## Exercise brief
Once you have checked the records that follow, state how many of their lines hold "button", giving the number only.

## Provided data

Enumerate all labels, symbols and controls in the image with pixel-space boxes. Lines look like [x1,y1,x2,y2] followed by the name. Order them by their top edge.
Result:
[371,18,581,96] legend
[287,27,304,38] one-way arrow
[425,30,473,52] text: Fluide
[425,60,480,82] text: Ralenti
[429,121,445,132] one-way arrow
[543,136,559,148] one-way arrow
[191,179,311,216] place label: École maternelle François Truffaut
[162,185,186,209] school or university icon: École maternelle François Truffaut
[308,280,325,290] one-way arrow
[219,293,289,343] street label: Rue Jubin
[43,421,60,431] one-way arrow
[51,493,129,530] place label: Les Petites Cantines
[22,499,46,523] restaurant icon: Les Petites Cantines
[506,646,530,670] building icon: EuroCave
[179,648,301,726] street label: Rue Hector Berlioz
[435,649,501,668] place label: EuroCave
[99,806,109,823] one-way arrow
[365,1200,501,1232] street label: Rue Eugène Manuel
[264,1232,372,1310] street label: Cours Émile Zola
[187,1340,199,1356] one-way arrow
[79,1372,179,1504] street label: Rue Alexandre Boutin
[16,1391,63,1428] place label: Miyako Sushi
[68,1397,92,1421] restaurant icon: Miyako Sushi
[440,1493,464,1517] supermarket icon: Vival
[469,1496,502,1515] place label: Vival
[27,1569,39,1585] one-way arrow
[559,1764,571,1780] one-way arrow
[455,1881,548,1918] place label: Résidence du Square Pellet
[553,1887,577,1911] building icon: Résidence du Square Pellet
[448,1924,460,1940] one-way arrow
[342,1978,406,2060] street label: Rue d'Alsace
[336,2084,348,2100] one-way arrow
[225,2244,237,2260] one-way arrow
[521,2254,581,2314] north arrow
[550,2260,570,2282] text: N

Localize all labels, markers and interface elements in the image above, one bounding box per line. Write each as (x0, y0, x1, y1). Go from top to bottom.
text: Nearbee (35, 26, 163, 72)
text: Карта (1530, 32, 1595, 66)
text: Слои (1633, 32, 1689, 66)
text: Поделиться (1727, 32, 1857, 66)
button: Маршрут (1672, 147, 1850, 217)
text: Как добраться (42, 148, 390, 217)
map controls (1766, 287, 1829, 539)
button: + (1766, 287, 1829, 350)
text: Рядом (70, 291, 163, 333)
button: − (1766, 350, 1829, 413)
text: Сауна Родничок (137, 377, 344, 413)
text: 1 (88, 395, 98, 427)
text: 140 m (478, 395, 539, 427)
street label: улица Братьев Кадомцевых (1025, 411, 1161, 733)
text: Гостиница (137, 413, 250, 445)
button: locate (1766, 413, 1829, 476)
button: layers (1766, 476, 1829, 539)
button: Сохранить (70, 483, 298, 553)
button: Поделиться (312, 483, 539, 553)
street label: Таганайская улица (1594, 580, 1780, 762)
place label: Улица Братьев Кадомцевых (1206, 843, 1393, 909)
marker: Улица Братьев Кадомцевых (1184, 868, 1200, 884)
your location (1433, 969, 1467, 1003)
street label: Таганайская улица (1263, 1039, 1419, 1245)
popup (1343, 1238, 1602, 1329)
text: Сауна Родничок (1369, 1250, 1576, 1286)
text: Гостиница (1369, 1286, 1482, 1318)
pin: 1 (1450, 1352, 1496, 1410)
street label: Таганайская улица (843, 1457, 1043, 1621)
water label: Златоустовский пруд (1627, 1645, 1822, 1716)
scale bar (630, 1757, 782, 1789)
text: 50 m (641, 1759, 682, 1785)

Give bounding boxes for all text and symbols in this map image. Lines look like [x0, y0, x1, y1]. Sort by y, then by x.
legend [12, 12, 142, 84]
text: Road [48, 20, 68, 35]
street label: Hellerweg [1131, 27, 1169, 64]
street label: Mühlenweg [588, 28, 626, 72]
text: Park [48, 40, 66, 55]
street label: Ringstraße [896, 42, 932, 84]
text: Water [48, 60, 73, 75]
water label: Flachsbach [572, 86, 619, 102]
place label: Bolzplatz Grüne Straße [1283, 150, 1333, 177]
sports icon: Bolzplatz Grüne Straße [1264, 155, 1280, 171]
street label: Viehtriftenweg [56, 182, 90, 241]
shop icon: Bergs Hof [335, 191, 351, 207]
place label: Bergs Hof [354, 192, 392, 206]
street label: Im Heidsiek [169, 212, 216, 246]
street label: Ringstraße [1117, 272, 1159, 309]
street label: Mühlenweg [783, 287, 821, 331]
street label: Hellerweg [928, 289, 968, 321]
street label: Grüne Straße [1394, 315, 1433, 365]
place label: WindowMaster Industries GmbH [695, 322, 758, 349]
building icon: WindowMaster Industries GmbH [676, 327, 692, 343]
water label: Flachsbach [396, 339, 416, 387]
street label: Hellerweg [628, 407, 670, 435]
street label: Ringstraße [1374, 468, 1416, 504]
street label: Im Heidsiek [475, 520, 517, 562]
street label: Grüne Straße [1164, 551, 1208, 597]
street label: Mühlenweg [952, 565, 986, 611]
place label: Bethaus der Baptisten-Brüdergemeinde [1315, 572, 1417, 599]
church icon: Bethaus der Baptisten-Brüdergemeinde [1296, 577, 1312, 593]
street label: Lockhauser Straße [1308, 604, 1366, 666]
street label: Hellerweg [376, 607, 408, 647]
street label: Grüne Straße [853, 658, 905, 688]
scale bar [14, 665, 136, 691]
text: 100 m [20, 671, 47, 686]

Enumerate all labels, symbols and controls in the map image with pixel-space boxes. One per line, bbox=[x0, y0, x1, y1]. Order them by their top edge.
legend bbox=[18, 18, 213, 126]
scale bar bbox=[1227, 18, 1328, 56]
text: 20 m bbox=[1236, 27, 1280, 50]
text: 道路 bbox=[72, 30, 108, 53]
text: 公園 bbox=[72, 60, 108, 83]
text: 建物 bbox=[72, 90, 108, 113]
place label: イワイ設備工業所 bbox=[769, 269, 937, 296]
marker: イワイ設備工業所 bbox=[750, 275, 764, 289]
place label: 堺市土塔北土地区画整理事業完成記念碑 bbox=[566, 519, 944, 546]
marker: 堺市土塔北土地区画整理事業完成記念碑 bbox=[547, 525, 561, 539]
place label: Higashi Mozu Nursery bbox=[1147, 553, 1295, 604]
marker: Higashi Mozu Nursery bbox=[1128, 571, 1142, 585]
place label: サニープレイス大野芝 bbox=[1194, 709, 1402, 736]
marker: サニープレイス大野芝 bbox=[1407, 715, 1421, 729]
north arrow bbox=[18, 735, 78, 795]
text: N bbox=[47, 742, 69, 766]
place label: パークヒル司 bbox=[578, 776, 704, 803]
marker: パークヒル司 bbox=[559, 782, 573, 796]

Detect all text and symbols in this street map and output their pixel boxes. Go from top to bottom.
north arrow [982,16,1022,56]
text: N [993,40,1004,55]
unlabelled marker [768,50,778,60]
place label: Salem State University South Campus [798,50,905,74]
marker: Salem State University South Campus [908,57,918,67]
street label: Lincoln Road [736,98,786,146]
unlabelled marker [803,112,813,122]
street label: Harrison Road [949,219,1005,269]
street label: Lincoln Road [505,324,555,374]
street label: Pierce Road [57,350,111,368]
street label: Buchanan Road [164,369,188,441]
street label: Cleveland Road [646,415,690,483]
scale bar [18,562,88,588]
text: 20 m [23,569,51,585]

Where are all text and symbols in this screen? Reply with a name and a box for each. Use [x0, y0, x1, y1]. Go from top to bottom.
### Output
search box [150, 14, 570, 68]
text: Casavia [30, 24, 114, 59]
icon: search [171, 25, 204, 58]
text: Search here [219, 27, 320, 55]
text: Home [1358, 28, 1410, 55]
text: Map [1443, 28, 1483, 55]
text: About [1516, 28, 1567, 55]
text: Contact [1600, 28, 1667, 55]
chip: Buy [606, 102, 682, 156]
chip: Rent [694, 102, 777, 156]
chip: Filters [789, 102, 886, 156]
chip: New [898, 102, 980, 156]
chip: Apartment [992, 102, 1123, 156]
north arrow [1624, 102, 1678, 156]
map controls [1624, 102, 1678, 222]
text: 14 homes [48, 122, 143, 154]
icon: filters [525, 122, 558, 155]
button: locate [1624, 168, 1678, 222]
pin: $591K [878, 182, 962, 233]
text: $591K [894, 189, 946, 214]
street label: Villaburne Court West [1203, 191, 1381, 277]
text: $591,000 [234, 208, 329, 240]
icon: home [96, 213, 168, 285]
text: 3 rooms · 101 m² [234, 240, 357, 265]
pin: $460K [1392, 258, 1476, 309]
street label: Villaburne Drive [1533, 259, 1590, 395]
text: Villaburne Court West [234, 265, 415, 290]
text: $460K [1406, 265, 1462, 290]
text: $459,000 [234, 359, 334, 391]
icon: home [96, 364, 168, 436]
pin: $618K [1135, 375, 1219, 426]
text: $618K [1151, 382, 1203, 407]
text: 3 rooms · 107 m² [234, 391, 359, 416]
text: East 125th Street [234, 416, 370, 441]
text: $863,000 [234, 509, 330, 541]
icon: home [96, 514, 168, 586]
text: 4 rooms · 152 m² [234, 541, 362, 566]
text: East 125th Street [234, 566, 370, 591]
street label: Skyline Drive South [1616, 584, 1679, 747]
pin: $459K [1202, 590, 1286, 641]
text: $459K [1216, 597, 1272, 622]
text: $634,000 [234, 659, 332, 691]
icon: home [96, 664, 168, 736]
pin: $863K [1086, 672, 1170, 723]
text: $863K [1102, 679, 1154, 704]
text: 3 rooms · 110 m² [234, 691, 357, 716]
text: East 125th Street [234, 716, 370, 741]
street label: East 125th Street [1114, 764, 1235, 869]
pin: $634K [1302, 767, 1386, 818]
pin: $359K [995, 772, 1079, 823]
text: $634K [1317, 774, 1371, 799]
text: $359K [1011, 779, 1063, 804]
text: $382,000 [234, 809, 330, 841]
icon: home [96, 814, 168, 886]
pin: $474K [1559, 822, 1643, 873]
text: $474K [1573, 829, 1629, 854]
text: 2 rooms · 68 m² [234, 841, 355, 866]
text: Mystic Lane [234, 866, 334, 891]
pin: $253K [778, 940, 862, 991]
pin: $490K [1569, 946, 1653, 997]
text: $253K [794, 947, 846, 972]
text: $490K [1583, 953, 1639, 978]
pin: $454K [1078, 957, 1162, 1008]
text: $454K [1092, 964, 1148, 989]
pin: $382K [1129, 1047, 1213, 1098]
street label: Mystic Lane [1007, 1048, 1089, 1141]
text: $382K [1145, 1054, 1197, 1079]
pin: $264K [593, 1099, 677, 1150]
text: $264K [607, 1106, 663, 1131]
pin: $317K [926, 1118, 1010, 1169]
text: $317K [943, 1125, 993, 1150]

## Written solution
8